What is required: In the records that follow, locate every line with "scale" and extract it.

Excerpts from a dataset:
==============================

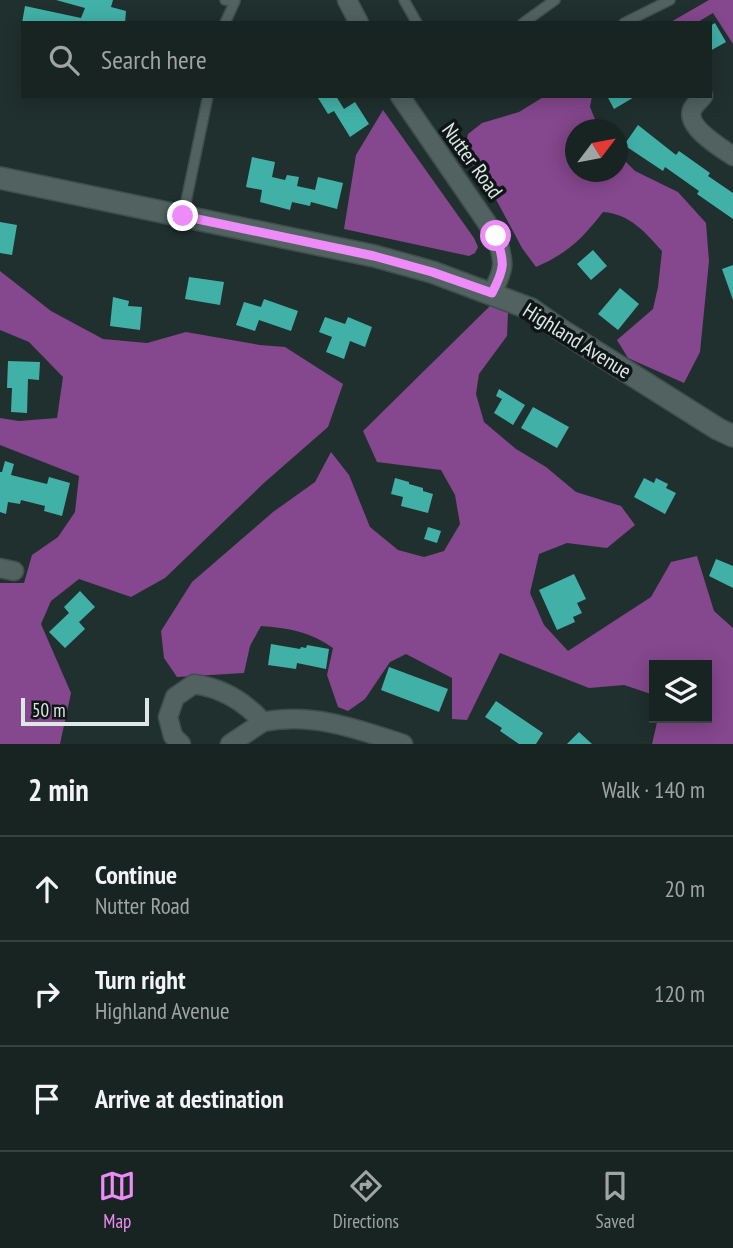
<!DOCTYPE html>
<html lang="en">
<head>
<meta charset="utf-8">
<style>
	:root { --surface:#182422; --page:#25302f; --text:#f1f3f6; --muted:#9fa4a5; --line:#364140; --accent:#ed8cf9 }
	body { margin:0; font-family:"PT Sans Narrow",sans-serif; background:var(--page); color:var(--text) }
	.controls { position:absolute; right:21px; bottom:21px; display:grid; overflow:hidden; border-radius:0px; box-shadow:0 4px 18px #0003 }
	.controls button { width:63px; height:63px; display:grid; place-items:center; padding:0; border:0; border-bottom:2px solid var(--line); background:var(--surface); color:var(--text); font:35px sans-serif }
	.compass { position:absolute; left:565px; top:119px; width:63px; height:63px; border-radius:50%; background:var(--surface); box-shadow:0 4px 18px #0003; rotate:58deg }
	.scale { position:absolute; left:21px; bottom:18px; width:128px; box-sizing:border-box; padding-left:7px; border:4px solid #dde7e6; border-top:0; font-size:19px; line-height:24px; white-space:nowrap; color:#dde7e6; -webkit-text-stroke:5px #0f1616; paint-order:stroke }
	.stop { position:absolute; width:21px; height:21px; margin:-16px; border:5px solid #ed8cf9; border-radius:50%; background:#fff }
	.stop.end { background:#ed8cf9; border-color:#fff; box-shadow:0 2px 7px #0008 }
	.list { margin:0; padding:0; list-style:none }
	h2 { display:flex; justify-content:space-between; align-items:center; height:91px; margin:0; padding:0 28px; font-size:30px }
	h2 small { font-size:23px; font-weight:400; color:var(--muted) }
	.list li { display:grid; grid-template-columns:46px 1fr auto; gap:21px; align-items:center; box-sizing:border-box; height:105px; padding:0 28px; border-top:2px solid var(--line) }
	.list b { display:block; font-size:26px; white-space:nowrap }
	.list p { margin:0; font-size:23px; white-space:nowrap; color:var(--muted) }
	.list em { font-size:23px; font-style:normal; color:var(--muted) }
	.icon { flex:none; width:38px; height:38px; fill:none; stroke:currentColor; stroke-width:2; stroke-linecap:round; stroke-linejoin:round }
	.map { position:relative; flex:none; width:733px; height:744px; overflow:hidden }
	.search { position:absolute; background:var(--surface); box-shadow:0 4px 18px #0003; left:21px; right:21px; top:21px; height:77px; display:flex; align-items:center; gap:18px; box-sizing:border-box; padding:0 24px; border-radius:0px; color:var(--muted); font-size:26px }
	.sheet { height:406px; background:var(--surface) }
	nav { display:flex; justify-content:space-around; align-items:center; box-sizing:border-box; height:98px; border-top:2px solid var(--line); background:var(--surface); font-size:19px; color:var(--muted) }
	nav a { display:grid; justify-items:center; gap:4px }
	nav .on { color:var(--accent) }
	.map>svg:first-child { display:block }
</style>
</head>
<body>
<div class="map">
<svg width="733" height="744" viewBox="0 0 733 744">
	<rect width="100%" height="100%" fill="#20302e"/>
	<!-- forest -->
	<g fill="#85478d">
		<polygon points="709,0 733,0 733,44 713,13 696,23 669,23"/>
		<path d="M 545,96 L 592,96 L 590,107 L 599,129 L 576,130 L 576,172 L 618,172 L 618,154 L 635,171 L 678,192 L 706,223 L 709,261 L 700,352 L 684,383 L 628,358 L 617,340 L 653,309 L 658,287 L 662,251 C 645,232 630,214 603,212 C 582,239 568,253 536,267 L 522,248 L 492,192 L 464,153 L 468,134 L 482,123 L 519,112 Z"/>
		<polygon points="383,110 474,238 478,247 475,253 469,256 344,229 356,155"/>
		<polygon points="0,271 51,311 103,339 147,343 186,332 260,345 285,347 343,384 328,427 265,482 165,578 131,597 79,579 51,601 41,624 71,693 60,744 0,744 0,583 24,583 32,555 58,537 75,512 79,476 0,445 0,418 19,421 57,418 63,377 29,342 0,330"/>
		<path d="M 492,304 L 508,312 L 507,336 L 479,374 L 476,394 L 484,422 L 516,449 L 546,467 L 576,492 L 621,506 L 635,525 L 607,548 L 567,543 L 539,554 L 530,593 L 544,625 L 568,651 L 651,597 L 671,562 L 697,556 L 714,611 L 733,628 L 733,744 L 652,744 L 658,718 L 707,718 L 707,665 L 654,665 L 654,695 L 624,685 L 589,688 L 500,653 L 467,720 L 452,719 L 452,678 L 406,654 L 390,662 L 365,699 L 348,711 L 338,707 L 327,675 L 333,648 C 311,632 288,628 261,626 L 250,646 L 244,673 L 177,677 L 164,658 L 161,631 L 192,582 L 273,512 L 315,482 L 331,452 L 349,475 L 370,527 L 398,550 L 424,557 L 444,551 L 460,524 L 455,495 L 441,470 L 377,462 L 363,431 Z"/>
	</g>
	<!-- building -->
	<g fill="#41b1a8">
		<polygon points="56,0 113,0 111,7 126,11 125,23 22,23 25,6 81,18 85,8"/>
		<polygon points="715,23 726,42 710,51 710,26"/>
		<polygon points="320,96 336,96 344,109 355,102 369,124 350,137 334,111 328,114 318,98"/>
		<polygon points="607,96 636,96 614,109"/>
		<polygon points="638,125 676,155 679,151 710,173 708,176 733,193 733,219 697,194 699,191 665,167 663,171 624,145"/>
		<polygon points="252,157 275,162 272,177 285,180 287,175 299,177 297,186 315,190 318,177 343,183 337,209 311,202 310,206 292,202 290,210 260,202 262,190 246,187"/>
		<polygon points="0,222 17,225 12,255 0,253"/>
		<polygon points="593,250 607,266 591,280 577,264"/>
		<polygon points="733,265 733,300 722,269"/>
		<polygon points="189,277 224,282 220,305 185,299"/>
		<polygon points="620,288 639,304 618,330 598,314"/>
		<polygon points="113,297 129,301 128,306 142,307 140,330 110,326"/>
		<polygon points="264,299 298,311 291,331 259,320 255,331 236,325 244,302 261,307"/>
		<polygon points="325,317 345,324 348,317 372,327 365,347 350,341 344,359 326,352 332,337 319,332"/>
		<polygon points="8,361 40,362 39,380 28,379 27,413 11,412 12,388 7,388"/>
		<polygon points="499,389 525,405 513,425 494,413 502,399 496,396"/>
		<polygon points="533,407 569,427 557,448 521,428"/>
		<polygon points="5,461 14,464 11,475 47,484 49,477 70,483 62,516 44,511 45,506 21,500 20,504 8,502 6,514 0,512 0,472 2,472"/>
		<polygon points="395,478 409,482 409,484 423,488 423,491 433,494 428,513 401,506 403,497 391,494"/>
		<polygon points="644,478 654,483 656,478 668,484 666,488 676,493 665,514 634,497"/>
		<polygon points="428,527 441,531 437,543 424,539"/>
		<polygon points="716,559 733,566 733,588 709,576"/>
		<polygon points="574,574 586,599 577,603 582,613 573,617 575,622 557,630 539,590"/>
		<polygon points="80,591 95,607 79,622 85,629 65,648 49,632 69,613 64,607"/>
		<polygon points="271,644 300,649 301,647 306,648 307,645 329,649 326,669 297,663 296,669 268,665"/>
		<polygon points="389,667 448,689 439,712 381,690"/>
		<polygon points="496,701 543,733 536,744 519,744 500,731 502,728 485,717"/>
		<polygon points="579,732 592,744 567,744"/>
	</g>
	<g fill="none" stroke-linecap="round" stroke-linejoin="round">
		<!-- service casing -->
		<g stroke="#404e4c" stroke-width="12">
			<g id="service">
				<polyline points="404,0 417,23"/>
				<polyline points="225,23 235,1 225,0"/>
				<polyline points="523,23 555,0"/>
				<polyline points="624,23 670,0"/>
				<polyline points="183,216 208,96"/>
			</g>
		</g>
		<!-- minor casing -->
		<g stroke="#404e4c" stroke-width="21">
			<g id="minor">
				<polyline points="347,0 359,23"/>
				<path d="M 400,96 L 496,236 C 505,263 505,268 492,293"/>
				<path d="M 703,96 C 700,100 694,105 692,110 C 686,127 721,148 733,156"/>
				<polyline points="0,568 14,571"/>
				<path d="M 263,722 C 311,712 358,729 403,744"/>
				<path d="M 181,744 L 173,736 L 168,717 L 175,697 L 194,684 C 222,688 244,701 263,722 L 230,744"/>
			</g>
		</g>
		<!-- tertiary casing -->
		<g stroke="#404e4c" stroke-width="24">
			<polyline id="tertiary" points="0,178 374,256 432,272 531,309 561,330 718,429 733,436"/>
		</g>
		<!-- service -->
		<use href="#service" stroke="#516260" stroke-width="9"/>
		<!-- minor -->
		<use href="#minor" stroke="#516260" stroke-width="18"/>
		<!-- tertiary -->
		<use href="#tertiary" stroke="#516260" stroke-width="21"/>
	</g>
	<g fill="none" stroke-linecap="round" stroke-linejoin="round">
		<!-- route -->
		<path stroke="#ed8cf9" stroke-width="9" d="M 183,216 L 374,256 L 432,272 L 492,293 C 505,268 505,263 496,236"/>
	</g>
	<g text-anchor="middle" stroke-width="7" stroke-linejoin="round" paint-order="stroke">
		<!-- street labels -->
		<g font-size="21" fill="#dde7e6" stroke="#0f1616">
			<text transform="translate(472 161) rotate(54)" y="7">Nutter Road</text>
			<text transform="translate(577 341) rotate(32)" y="7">Highland Avenue</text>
		</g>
	</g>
</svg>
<div class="controls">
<button><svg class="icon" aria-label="layers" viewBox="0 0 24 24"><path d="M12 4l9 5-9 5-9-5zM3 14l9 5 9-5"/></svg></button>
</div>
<svg class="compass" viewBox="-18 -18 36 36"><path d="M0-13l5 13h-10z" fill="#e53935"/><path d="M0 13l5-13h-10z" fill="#9fa4a5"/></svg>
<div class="scale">50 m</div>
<div class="stop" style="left:496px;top:236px"></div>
<div class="stop end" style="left:183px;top:216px"></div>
<div class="search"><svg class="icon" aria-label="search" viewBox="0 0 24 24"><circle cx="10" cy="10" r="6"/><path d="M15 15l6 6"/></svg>Search here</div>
</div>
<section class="sheet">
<h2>2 min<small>Walk · 140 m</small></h2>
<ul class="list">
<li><svg class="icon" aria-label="ahead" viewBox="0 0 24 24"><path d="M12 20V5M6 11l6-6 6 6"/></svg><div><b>Continue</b><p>Nutter Road</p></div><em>20 m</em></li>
<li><svg class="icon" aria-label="right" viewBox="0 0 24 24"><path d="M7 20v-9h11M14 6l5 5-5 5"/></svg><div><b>Turn right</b><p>Highland Avenue</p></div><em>120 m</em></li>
<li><svg class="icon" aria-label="arrive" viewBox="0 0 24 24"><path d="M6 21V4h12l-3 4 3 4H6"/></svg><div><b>Arrive at destination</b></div></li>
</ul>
</section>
<nav>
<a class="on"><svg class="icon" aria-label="map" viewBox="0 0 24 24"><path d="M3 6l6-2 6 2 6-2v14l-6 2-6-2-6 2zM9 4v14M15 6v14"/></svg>Map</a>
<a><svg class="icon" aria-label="directions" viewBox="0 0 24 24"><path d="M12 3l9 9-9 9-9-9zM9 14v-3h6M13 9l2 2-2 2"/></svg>Directions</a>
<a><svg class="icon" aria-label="saved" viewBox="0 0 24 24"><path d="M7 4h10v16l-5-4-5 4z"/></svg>Saved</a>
</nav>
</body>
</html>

==============================

Output for this exercise:
	.scale { position:absolute; left:21px; bottom:18px; width:128px; box-sizing:border-box; padding-left:7px; border:4px solid #dde7e6; border-top:0; font-size:19px; line-height:24px; white-space:nowrap; color:#dde7e6; -webkit-text-stroke:5px #0f1616; paint-order:stroke }
<div class="scale">50 m</div>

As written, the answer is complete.